## Stored data
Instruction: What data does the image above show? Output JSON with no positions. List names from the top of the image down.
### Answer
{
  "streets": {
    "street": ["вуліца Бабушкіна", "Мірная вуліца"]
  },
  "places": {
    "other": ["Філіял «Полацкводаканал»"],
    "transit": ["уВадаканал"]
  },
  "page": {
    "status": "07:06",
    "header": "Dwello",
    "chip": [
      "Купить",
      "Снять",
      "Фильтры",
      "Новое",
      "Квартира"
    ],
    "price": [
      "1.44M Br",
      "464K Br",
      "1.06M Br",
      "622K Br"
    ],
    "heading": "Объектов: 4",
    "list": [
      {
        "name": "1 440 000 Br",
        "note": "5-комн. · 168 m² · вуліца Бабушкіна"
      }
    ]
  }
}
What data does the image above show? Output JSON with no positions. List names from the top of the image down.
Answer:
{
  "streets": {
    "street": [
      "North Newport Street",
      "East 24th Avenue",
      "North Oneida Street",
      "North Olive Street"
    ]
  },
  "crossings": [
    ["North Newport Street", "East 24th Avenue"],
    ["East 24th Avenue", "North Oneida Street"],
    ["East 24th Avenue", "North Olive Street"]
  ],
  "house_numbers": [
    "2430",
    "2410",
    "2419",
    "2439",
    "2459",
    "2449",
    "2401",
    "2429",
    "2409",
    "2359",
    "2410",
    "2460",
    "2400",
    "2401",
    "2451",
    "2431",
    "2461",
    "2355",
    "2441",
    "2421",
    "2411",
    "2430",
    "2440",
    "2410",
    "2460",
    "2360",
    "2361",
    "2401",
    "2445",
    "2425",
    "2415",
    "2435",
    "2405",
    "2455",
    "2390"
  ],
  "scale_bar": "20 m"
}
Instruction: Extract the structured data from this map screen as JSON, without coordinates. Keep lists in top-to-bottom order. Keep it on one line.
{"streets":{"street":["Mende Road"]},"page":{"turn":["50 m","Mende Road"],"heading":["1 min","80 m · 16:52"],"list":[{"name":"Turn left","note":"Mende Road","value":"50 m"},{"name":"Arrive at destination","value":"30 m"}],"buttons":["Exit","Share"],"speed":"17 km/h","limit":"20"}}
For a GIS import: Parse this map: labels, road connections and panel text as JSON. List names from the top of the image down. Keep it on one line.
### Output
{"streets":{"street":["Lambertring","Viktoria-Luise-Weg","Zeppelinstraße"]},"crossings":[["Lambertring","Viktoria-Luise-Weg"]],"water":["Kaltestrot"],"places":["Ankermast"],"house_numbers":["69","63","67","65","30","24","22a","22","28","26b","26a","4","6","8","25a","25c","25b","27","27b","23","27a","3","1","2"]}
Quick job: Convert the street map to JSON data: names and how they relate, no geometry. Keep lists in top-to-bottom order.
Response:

## EXERCISE DETAILS
Your answer should hold every line of the entries that contains the string "does".

## SOLUTION TO THE PROBLEM
Instruction: What data does the image above show? Output JSON with no positions. List names from the top of the image down.
What data does the image above show? Output JSON with no positions. List names from the top of the image down.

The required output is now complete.